WHAT NEEDS TO BE DONE:
Line by line, print the records exactly, and keep images out of the copy.

(DATA begins)

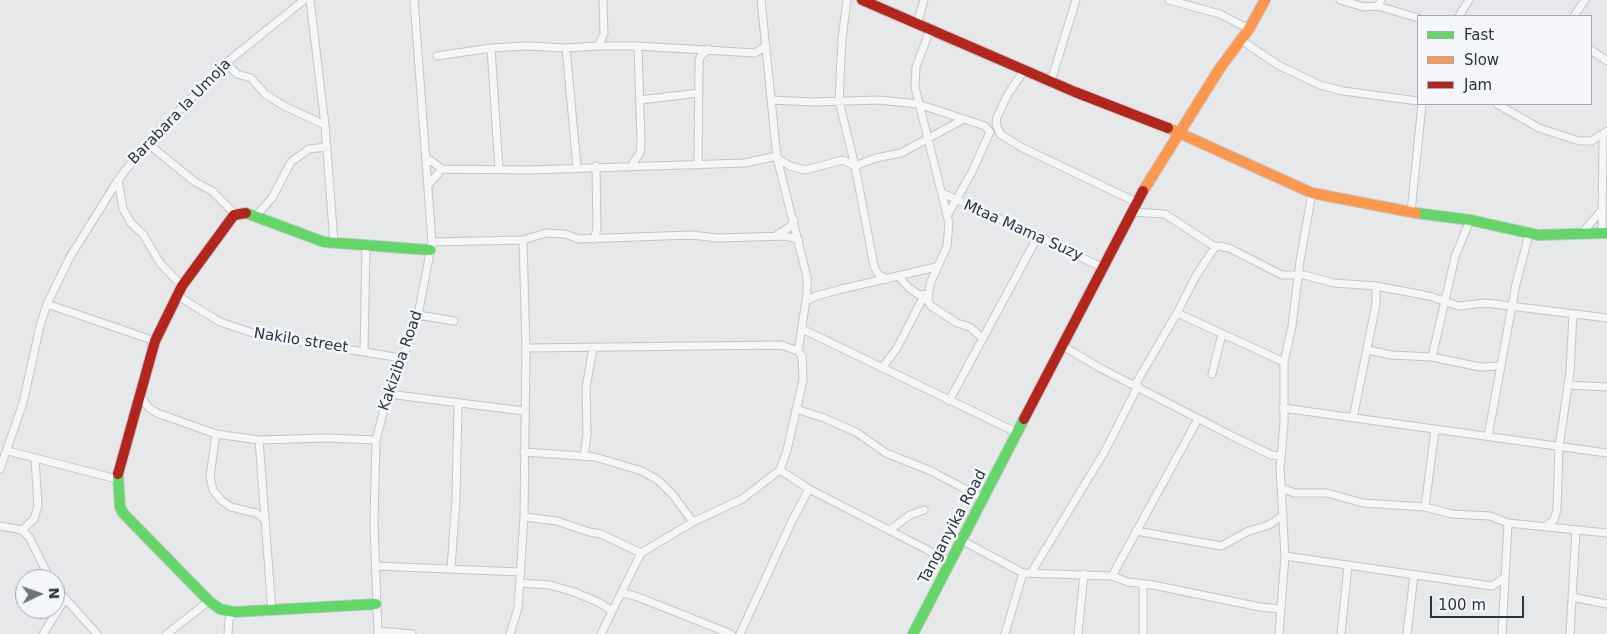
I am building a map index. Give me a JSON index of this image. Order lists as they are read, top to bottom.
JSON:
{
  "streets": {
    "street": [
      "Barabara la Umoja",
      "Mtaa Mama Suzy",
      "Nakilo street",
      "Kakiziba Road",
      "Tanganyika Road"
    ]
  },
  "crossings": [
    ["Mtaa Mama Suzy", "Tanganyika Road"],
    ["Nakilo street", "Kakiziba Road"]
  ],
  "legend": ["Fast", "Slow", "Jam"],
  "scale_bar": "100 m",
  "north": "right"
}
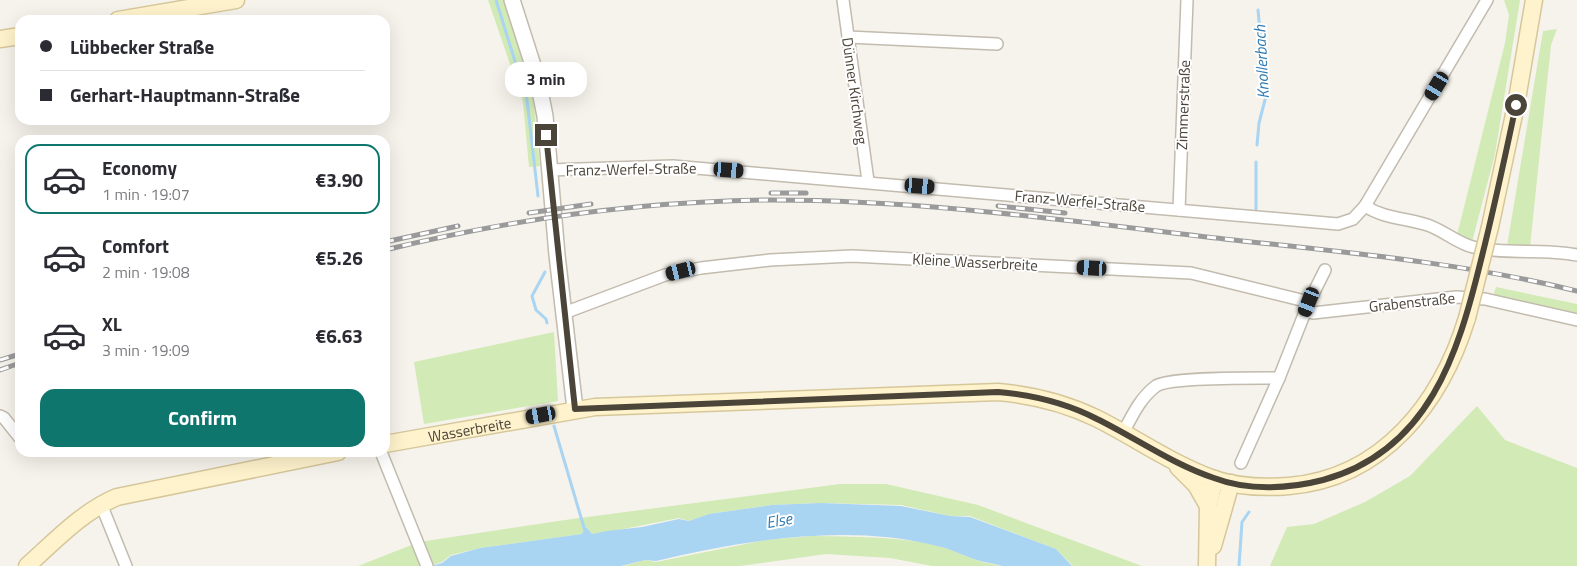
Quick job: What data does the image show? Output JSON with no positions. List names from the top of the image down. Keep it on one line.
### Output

(DATA ends)

FINISHED EXERCISE:
I am building a map index. Give me a JSON index of this image. Order lists as they are read, top to bottom.
JSON:
{
  "streets": {
    "street": [
      "Barabara la Umoja",
      "Mtaa Mama Suzy",
      "Nakilo street",
      "Kakiziba Road",
      "Tanganyika Road"
    ]
  },
  "crossings": [
    ["Mtaa Mama Suzy", "Tanganyika Road"],
    ["Nakilo street", "Kakiziba Road"]
  ],
  "legend": ["Fast", "Slow", "Jam"],
  "scale_bar": "100 m",
  "north": "right"
}
Quick job: What data does the image show? Output JSON with no positions. List names from the top of the image down. Keep it on one line.
### Output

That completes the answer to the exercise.